Bills May Finally Be Ready To Unleash Josh Allen Again

With Joe Brady's arrival, the Buffalo Bills are poised to reignite their aerial attack, reminiscent of their peak offensive years.

The Buffalo Bills are drawing plenty of attention this season because of a defense that’s being rebuilt under Jim Leonhard. But the more interesting question might be on the other side of the ball, where Joe Brady has a chance to steer Buffalo back toward the kind of offense that once made it one of the league’s most aggressive passing teams.

That’s the lane the Bills should want to get back into.

Back in 2020, during Buffalo’s AFC East-winning run to the AFC Championship Game, the offense leaned hard into Josh Allen’s arm.
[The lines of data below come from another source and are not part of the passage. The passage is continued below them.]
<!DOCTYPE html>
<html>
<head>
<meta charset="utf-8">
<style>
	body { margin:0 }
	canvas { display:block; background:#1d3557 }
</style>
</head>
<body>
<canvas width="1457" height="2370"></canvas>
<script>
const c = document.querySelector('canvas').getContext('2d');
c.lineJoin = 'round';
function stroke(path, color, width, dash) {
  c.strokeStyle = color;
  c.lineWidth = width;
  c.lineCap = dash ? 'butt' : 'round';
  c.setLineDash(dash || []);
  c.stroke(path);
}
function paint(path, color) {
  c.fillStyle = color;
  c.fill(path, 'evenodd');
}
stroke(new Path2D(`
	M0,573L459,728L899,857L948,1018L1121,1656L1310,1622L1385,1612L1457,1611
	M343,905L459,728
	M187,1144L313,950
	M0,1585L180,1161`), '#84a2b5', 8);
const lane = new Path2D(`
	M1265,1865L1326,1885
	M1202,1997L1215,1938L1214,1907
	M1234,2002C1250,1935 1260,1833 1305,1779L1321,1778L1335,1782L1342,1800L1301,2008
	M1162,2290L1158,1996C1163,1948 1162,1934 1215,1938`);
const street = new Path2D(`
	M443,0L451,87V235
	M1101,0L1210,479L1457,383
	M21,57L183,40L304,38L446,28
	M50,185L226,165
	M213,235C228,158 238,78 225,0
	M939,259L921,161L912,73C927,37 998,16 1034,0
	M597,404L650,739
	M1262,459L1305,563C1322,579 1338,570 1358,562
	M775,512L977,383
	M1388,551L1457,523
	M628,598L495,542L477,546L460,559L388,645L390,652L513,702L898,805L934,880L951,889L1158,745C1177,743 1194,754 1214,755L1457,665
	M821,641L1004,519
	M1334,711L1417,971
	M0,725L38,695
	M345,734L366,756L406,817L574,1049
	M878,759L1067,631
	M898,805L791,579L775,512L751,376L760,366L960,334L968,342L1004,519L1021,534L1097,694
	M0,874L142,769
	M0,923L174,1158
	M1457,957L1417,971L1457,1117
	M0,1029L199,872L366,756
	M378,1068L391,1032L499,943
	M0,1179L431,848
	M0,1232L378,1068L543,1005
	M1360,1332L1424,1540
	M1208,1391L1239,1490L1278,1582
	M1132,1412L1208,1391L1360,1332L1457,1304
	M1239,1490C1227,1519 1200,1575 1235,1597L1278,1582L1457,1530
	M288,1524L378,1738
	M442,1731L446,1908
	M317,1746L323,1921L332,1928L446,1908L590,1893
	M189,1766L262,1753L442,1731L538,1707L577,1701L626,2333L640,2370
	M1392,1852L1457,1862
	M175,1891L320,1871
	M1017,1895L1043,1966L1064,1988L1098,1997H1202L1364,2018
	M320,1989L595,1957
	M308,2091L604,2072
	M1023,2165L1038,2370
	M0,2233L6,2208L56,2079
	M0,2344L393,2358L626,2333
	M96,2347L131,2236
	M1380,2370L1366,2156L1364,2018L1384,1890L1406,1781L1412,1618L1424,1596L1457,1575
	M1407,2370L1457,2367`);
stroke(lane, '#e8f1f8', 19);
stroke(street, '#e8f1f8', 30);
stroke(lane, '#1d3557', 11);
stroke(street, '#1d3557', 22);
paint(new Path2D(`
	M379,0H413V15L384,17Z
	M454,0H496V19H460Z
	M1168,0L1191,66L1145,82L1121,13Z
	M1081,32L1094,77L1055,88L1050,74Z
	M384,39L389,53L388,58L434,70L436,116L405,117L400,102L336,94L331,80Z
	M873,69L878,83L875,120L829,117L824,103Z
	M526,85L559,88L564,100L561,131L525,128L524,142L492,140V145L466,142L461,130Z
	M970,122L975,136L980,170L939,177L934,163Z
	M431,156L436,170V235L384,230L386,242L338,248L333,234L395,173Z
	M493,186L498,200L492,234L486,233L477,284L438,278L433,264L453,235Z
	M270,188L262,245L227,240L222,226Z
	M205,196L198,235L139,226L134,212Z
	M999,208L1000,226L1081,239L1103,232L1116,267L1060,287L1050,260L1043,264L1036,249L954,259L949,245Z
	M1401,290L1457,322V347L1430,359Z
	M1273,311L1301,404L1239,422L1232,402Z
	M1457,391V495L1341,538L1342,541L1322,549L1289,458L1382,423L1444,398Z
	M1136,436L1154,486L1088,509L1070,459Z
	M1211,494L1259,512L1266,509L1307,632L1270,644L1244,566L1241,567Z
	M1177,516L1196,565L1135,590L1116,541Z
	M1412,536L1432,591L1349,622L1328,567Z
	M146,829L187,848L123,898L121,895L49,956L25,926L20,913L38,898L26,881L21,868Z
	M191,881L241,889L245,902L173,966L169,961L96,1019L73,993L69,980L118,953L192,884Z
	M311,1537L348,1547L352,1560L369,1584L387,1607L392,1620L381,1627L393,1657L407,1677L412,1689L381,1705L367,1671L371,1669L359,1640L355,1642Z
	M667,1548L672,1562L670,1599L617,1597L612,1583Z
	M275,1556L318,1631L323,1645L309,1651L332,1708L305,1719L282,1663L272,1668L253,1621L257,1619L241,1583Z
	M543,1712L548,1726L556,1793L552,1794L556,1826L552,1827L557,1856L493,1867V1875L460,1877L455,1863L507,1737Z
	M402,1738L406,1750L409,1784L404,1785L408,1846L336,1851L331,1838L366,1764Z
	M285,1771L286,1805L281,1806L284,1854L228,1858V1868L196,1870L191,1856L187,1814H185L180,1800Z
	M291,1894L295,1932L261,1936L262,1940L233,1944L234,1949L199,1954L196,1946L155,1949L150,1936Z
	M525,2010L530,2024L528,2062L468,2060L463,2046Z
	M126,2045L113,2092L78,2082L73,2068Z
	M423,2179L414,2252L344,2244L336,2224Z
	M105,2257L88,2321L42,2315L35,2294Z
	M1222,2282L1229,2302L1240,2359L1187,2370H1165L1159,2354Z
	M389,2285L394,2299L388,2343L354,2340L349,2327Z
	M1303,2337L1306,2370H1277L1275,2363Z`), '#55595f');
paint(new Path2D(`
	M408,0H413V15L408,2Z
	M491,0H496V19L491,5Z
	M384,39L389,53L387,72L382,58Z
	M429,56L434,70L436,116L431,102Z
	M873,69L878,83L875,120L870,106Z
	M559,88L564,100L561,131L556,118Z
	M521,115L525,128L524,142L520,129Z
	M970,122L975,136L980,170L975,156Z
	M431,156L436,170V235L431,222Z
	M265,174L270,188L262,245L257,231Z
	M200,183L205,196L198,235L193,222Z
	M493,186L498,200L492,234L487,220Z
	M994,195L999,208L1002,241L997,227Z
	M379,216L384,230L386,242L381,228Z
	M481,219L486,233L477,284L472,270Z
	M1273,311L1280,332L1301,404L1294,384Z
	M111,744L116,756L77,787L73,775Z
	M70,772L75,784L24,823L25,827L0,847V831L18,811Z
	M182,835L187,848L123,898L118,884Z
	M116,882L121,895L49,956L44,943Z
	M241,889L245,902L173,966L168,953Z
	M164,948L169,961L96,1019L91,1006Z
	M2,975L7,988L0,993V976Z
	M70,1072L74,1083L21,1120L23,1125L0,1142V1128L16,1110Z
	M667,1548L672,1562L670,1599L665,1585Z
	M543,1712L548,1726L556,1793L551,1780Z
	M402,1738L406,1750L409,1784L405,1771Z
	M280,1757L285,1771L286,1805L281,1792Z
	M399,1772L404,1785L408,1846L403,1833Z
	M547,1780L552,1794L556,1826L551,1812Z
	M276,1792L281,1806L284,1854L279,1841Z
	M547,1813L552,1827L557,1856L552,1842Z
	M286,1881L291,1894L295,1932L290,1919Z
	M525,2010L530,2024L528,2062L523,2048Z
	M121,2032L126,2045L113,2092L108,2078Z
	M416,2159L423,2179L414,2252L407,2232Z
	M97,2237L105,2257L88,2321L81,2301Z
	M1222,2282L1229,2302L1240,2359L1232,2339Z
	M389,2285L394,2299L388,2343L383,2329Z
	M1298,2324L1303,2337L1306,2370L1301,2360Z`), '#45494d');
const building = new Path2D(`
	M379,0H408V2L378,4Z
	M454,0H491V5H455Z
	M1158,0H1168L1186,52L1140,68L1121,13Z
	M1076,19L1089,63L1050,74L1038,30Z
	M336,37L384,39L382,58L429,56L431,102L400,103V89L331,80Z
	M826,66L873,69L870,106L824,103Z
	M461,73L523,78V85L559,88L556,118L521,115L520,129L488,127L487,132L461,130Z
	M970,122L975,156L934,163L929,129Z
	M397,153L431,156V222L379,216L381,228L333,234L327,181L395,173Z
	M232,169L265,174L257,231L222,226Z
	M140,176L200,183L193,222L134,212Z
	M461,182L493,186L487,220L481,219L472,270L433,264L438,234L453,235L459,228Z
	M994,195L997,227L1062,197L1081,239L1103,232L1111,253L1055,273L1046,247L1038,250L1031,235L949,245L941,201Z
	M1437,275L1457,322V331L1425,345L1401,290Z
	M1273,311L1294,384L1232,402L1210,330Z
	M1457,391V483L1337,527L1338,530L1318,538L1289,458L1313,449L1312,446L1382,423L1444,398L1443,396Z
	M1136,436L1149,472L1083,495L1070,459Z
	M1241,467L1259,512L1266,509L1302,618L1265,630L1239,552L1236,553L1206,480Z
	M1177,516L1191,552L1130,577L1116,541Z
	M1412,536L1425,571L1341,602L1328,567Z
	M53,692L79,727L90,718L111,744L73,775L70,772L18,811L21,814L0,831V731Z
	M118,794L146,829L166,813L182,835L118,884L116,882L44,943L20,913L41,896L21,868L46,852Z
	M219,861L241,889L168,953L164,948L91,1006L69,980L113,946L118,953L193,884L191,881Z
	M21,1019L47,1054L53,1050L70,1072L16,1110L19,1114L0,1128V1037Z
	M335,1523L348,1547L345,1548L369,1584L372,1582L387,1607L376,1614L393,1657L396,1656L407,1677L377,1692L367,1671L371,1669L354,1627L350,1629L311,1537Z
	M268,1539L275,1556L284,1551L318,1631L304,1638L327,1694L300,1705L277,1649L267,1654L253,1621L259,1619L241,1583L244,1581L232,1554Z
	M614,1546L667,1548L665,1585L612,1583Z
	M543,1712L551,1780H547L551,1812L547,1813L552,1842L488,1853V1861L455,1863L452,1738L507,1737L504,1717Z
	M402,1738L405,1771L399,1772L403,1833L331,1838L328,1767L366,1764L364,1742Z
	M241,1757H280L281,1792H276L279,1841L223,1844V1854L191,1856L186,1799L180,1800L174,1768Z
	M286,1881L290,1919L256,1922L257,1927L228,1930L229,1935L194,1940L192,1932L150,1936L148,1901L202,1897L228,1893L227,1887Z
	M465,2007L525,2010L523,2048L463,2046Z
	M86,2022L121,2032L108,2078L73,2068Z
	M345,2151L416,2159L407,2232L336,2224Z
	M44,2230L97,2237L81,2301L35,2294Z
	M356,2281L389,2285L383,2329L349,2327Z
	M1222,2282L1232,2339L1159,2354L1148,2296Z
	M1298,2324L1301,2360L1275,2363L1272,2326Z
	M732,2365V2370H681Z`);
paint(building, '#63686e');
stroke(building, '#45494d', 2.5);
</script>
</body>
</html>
The Bills posted the NFL’s highest first-down pass rate in all situations at 61% during the regular season, and they were even more pass-heavy in neutral situations, throwing on 64% of first downs when the score margin sat between -8 and +8. Brian Daboll was calling the plays then, and he clearly understood how far Allen could take an offense when the passing game was the engine.

That 44-34 win over the Seahawks still says plenty about that group. Allen threw 31 times while the Bills ran it just twice in the first half, and Buffalo put up 24 points in the opening two quarters. That offense was, as the source put it, “an absolute wagon.”

The Bills didn’t exactly abandon that identity right away. They remained the NFL’s top first-down pass rate team in 2021 and ranked second in that category in 2022 under Ken Dorsey. But the balance shifted more recently, and a lot of that had to do with the roster and the way Sean McDermott wanted the team to play.

The Bills’ receiving room outside of Khalil Shakir was one of the weakest in the league a year ago, and McDermott’s preference for a punishing run game made sense. It helped Buffalo get back to another AFC Championship Game, and the team was a blown call away from a third trip last season while James Cook won the rushing title.

Still, the numbers from 2025 show just how far the offense drifted from its earlier identity. Excluding Week 18 against the Jets, Buffalo passed on only 33.3% of its neutral-situation first downs, the lowest rate in football. On first downs in all situations, the Bills threw just 39% of the time.

That’s where the argument for a shift back becomes pretty straightforward. DJ Moore, Khalil Shakir and whoever wins the WR3 job do not match prime Stefon Diggs, Cole Beasley and John Brown.

But Allen is still Allen, and that’s the constant that matters most. Moore is Buffalo’s biggest investment at receiver since Diggs, and Dalton Kincaid also gives the offense a major weapon after being the NFL’s most prolific tight end on a per-snap basis last season.

There’s also no need to pretend Cook disappears from the equation. He’s become a reliable big-play threat and one of the Bills’ most dependable weapons over the past two seasons.

But a more pass-first approach would help preserve him, especially with his career nearing the 1,000-touch mark and the modern running back cliff sitting around 1,800 touches. He’s still only a little more than halfway to the 1,500-carry cliff, but he turns 27 in late September, and backs often start to lose efficiency between 27 and 29.

Another 300-carry season wouldn’t exactly be ideal for him or for Buffalo.

Cook can still matter plenty as a changeup, especially when weather becomes a factor or when the passing game isn’t humming. But the Bills’ best path is still the one built around Allen and the air attack. He’s the best player on the team and, in the source’s view, the best player in the NFL, and he already has a firm grasp on Brady’s offense the same way he once did in Daboll’s.

That’s why Buffalo should look a lot more like those pass-happy teams from 2020 through 2022 in 2026, especially on first down. For this offense, that’s the formula that works.